Ahead of World Sleep Day on March 19, which has the theme ‘Regular Sleep, healthy future’, a consensus document has been released as a reference guide for physicians on how to practice sleep medicine during the pandemic.

Dr Seemab Shaikh, founder president of the Indian Association of Surgeons for Sleep Apnea.

Published in the Indian Journal of Sleep Medicine, the document talks about new onset sleep disturbances, including insomnia and circadian rhythm disorders, which have been reported in this period. Severe Covid-19 disease and obstructive sleep apnea (OSA) may have shared risk factors, including advancing age, systemic hypertension and cardiovascular disease, the document states.

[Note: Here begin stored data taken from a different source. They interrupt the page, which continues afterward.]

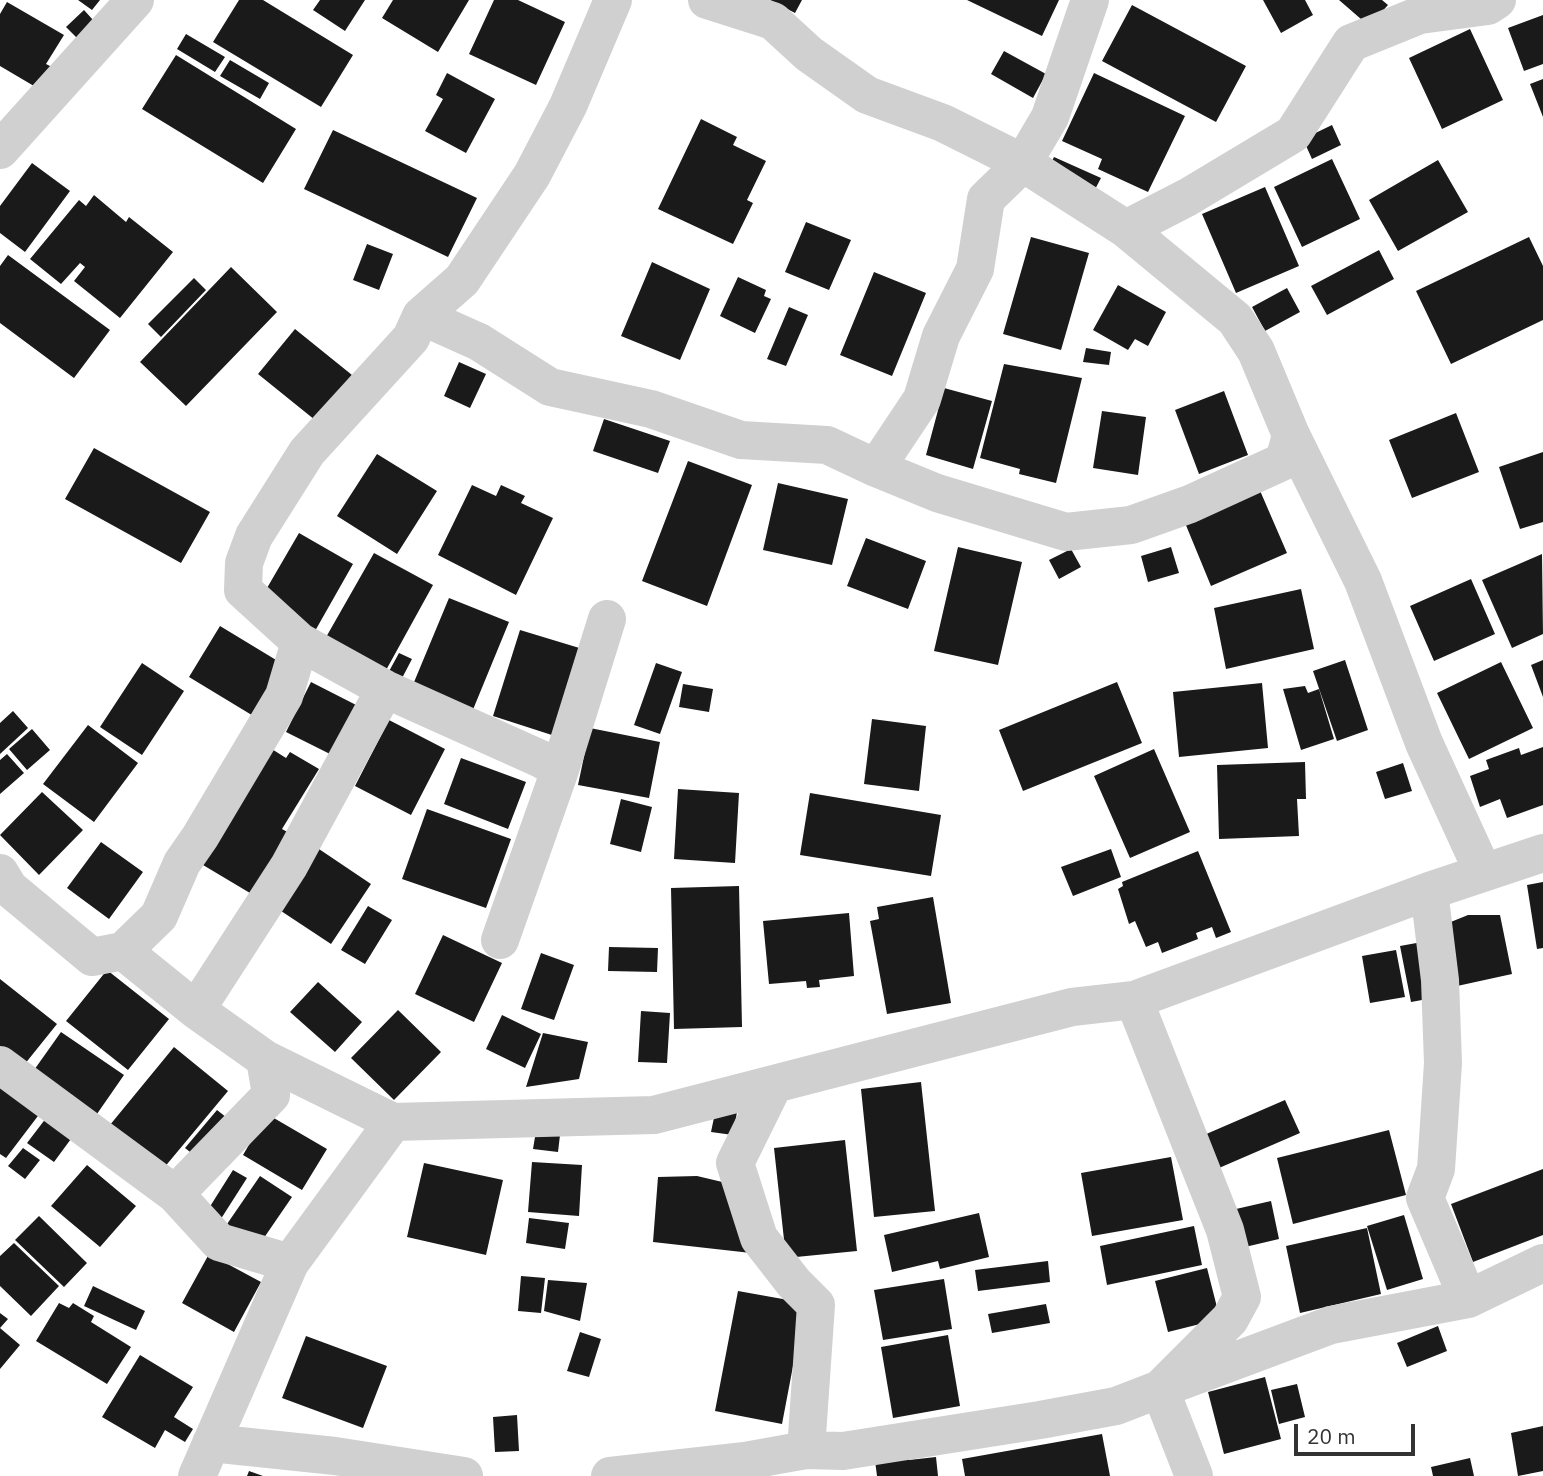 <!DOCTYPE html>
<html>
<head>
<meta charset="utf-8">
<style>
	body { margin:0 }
	#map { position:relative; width:1543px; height:1476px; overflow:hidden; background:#fff; font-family:"IBM Plex Sans",sans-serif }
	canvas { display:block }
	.scale { position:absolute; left:1294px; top:1424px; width:121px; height:32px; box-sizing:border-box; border:4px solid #333; border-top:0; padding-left:9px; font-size:21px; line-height:24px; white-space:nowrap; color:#333; -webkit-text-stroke:5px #fff; paint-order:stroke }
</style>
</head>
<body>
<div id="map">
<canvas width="1543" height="1476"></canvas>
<div class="scale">20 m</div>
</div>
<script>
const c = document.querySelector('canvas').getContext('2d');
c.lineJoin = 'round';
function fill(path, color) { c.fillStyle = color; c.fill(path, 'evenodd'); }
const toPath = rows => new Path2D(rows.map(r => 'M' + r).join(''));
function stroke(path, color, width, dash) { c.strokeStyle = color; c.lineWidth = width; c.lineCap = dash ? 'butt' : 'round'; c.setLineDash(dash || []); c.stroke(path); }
const building = toPath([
	[78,0,100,0,92,10],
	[239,0,263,0,353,55,321,107,213,42],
	[320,0,365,0,345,31,313,10],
	[393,0,469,0,438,52,382,18],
	[494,0,518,0,565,22,536,85,469,54],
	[770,0,802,0,795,13],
	[967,0,1059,0,1042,36],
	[1263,0,1305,0,1313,15,1281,33],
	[1339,0,1382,0,1388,5,1369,26],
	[7,2,64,35,46,64,52,67,39,89,0,66,0,14],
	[1132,5,1246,66,1216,122,1102,61],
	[84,10,103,31,86,47,66,27],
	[1543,15,1543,64,1524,71,1508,28],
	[1470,29,1503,100,1442,129,1409,58],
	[186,34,225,57,215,72,177,49],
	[1004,51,1046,74,1033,98,991,74],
	[176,55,296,129,263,183,142,109],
	[230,60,269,83,260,99,220,76],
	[447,73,495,99,466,153,425,131,443,99,436,95],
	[1094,73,1185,116,1148,192,1098,169,1102,159,1062,141],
	[1543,79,1543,117,1530,84],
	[701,119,737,137,733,145,766,161,747,200,753,203,733,244,658,209],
	[1332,125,1341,145,1312,159,1303,139],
	[333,130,477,198,448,257,304,189],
	[1054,157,1101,178,1092,195,1046,173],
	[1332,159,1360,219,1302,247,1274,187],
	[1438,160,1468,212,1398,251,1369,200],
	[32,163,70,191,25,252,0,233,0,206],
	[1265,187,1299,266,1236,293,1202,214],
	[94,195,126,222,129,217,173,252,120,318,74,281,85,267,80,263,61,284,30,259,79,200,86,206],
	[806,222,851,240,829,290,785,272],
	[1031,237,1089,253,1061,350,1003,334],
	[1529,237,1543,266,1543,320,1451,364,1416,291],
	[367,244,393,254,379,290,353,280],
	[1379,250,1394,279,1327,315,1311,286],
	[8,255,110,330,74,378,0,323,0,266],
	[652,262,710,289,680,360,621,336],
	[231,267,277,312,186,406,140,362],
	[874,272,926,293,892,376,840,355],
	[738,277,766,290,764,296,771,299,755,333,720,316],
	[194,278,206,290,161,337,148,324],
	[1118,285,1166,312,1148,346,1135,339,1128,350,1093,330],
	[1287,288,1300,312,1265,331,1252,307],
	[789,307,808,315,786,366,767,359],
	[295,329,352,375,315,420,258,374],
	[1086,348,1111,352,1109,365,1083,362],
	[459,362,486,374,470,408,444,396],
	[1004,364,1082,378,1056,483,1019,474,1020,469,980,458],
	[944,388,992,401,973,469,926,455],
	[1224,391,1248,455,1199,474,1175,410],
	[1102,411,1146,417,1138,475,1093,468],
	[1456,413,1479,472,1412,498,1389,440],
	[604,419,670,441,658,473,593,451],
	[94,448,210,512,181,563,65,499],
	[1543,452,1543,522,1520,529,1499,467],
	[377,454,437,491,397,554,337,516],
	[688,461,752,485,707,606,642,581],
	[778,483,848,499,832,565,763,550],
	[472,485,496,496,501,485,525,496,521,503,553,518,516,595,438,555],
	[1258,486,1287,553,1211,586,1183,518],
	[299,533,353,564,315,631,260,600],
	[866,538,926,561,908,609,847,586],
	[958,547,1022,562,998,665,934,651],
	[1171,547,1179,573,1148,582,1141,556],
	[1071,549,1081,567,1059,579,1049,560],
	[374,553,433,585,385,672,325,639],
	[1542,554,1543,634,1512,648,1482,580],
	[1471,579,1495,634,1434,661,1410,606],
	[1301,589,1314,649,1226,669,1214,608],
	[449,598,509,622,472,712,412,687],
	[220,626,286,666,255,717,189,677],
	[520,630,586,650,558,737,493,716],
	[399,653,412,659,400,682,387,675],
	[1345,660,1368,730,1337,741,1313,671],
	[1543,660,1543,697,1531,665],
	[1501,662,1533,728,1469,759,1437,693],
	[142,663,184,691,142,755,100,727],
	[656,663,682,672,660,734,634,725],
	[311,682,362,708,336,757,286,732],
	[1117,682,1142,743,1023,791,999,730],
	[1262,683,1268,748,1179,757,1173,692],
	[683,684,713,689,709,712,679,707],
	[1305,686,1308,693,1319,689,1334,739,1301,750,1283,689],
	[13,711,28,728,0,754,0,723],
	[872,719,926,726,919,791,864,784],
	[389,720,445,749,411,815,355,786],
	[88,725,138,763,94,822,43,784],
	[590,728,660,742,649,798,578,785],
	[32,729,50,750,27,770,9,749],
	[267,746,286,758,290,752,319,769,282,829,298,838,260,899,203,865],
	[1543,747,1543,805,1507,818,1500,799,1480,807,1470,776,1489,769,1486,760,1519,748,1521,755],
	[1154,749,1190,832,1130,858,1094,776],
	[7,754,24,773,0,794,0,760],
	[461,758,526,782,508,829,444,804],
	[1305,762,1306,799,1297,799,1299,836,1219,839,1217,765],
	[1403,763,1412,791,1385,799,1376,772],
	[678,789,739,793,735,863,674,859],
	[42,792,83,830,39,875,0,835],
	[810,793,941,815,931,876,800,855],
	[621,799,652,807,641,852,610,844],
	[427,809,511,839,486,908,402,879],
	[101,842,143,872,109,919,67,888],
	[316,847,371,884,331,944,275,907],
	[1111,849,1121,877,1073,896,1061,867],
	[1198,851,1231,932,1216,938,1212,927,1196,933,1198,939,1162,953,1158,942,1146,947,1135,921,1129,924,1118,889,1123,886,1122,882],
	[1543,882,1543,948,1537,949,1527,885],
	[739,886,742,1027,674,1029,671,888],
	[933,897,951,1003,887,1014,870,921,879,919,877,907],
	[368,906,392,920,365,964,341,950],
	[849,913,854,976,819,980,820,987,807,988,806,981,769,984,763,921],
	[1468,915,1500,915,1512,974,1448,988,1436,928],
	[443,935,502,963,474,1022,415,994],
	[1422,942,1433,998,1411,1002,1400,946],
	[609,947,658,948,657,972,608,971],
	[1396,950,1405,997,1370,1003,1362,956],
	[541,953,574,965,554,1020,521,1009],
	[107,970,169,1019,128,1070,66,1021],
	[0,979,57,1024,16,1075,0,1062],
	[318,982,362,1022,335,1052,290,1012],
	[398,1010,441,1052,394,1100,351,1058],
	[641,1011,670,1013,667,1063,638,1062],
	[502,1015,541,1034,525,1068,486,1049],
	[61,1032,124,1075,90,1124,27,1080],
	[543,1033,588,1042,579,1079,526,1087],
	[174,1047,228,1091,158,1175,105,1131],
	[0,1075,44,1108,6,1158,0,1154],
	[921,1082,935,1211,874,1217,861,1089],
	[1285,1100,1300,1133,1219,1168,1204,1135],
	[716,1108,737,1112,733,1135,711,1132],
	[53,1109,79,1128,54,1162,27,1143],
	[217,1110,236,1125,204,1163,185,1148],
	[267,1114,327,1149,302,1190,243,1155],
	[1389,1130,1406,1195,1293,1224,1277,1158],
	[536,1131,560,1135,558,1152,533,1149],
	[845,1140,857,1251,786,1258,774,1148],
	[23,1148,40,1160,25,1179,8,1166],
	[1171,1157,1183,1220,1092,1236,1081,1173],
	[532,1162,582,1165,579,1216,528,1212],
	[424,1163,503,1180,486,1255,407,1237],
	[87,1165,136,1206,100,1247,51,1206],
	[1543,1169,1543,1235,1473,1262,1451,1204],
	[233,1170,247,1178,217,1225,204,1216],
	[260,1176,292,1197,257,1248,225,1227],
	[697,1176,735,1185,751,1253,653,1242,658,1177],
	[1271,1201,1279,1239,1245,1247,1236,1209],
	[979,1213,989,1257,940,1269,938,1261,892,1272,884,1235],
	[1404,1215,1423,1279,1387,1290,1367,1226],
	[39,1216,87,1263,64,1287,15,1240],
	[529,1218,569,1223,565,1249,526,1243],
	[1194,1226,1202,1265,1107,1285,1100,1246],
	[1367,1228,1381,1294,1300,1313,1286,1246],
	[14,1243,59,1286,31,1316,0,1286,0,1256],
	[209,1254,261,1282,234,1332,182,1303],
	[1048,1261,1050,1282,978,1291,975,1270],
	[1207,1268,1220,1319,1168,1332,1155,1281],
	[521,1276,545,1278,541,1313,518,1311],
	[944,1279,952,1329,883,1340,874,1290],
	[548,1280,587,1283,580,1321,544,1311],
	[93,1286,145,1311,136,1330,84,1306],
	[738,1291,805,1303,782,1424,715,1411],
	[59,1303,69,1308,73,1303,94,1316,91,1322,131,1347,107,1384,36,1341],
	[1046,1304,1050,1323,992,1333,988,1314],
	[0,1313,8,1319,0,1328,20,1345,0,1369],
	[1438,1326,1447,1351,1407,1367,1397,1343],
	[580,1332,601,1339,589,1377,567,1371],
	[948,1335,960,1406,893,1418,881,1347],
	[306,1336,387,1366,363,1428,282,1398],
	[140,1355,193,1387,174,1417,193,1429,185,1442,165,1430,155,1448,102,1417],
	[1265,1377,1281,1439,1224,1454,1208,1392],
	[1297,1384,1305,1417,1279,1424,1271,1390],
	[517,1415,519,1451,495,1452,493,1417],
	[1543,1426,1543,1471,1518,1476,1511,1433],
	[1102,1434,1110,1476,965,1476,962,1459],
	[909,1449,909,1460,936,1457,938,1476,877,1476,874,1453],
	[1470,1458,1474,1476,1433,1476,1431,1467],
	[249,1471,263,1476,247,1476]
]);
const minor = toPath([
	[707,0,773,21,809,54,867,95,943,123,1023,163,1126,229,1235,319,1256,351,1291,435,1363,581,1424,743,1483,872],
	[0,150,135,0],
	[1126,229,1188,197,1293,134,1351,43,1420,15,1488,6,1497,0],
	[421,316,479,342,550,387,651,409,741,440,827,445,876,468,922,399,941,336,975,269,986,199,1023,163,1050,117,1090,0],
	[876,468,937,493,1066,532,1131,525,1190,504,1284,461,1291,435],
	[560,770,607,619],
	[0,873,9,888,92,957,123,951,196,1010,265,1059,393,1122,654,1115,1072,1007,1134,1000,1429,891,1543,853],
	[1429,891,1440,980,1443,1063,1436,1169,1425,1198,1468,1299],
	[500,940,560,770,543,760,385,689,300,642,243,590,244,563,254,536,307,452,411,338,421,316,462,280,532,175,568,106,613,0],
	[123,951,159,916,182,863,200,837,284,696,300,642],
	[196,1010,289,866,385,689],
	[0,1065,175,1194,219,1242,290,1263],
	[774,1084,735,1163,759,1238,794,1283,816,1305,806,1450],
	[175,1194,271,1095,265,1059],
	[211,1443,335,1456,464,1476],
	[197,1476,290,1263,393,1122],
	[610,1476,745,1461,806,1450,843,1451,1040,1420,1116,1406,1160,1389,1230,1319,1242,1297,1225,1230,1134,1000],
	[1194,1476,1160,1389,1331,1325,1468,1299,1543,1263]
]);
fill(building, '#1a1a1a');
stroke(minor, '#d0d0d0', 38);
</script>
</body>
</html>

Dr Seemab Shaikh, founder president of the Indian Association of Surgeons for Sleep Apnea and one of the authors of the document, said the incidence of sleep disorders has increased by 15 to 20 percent. “Pre-Covid on a daily basis there were four to five consultations. Due to the lockdown, we started teleconsultations and there were at least eight to ten inquires with more cases once OPDs commenced,” Shaikh, who is also a consulting ENT and sleep specialist, told The Indian Express on Friday.

OSA is a sleep disorder where a person’s breathing stops involuntarily due to over relaxation of throat muscles. Such pauses in breath occur multiple times throughout the night, leading to disrupted and poor sleep.
Globally, OSA is on the rise and according to several studies, there is a steady increase in the number of people in India who suffer from this sleep disorder.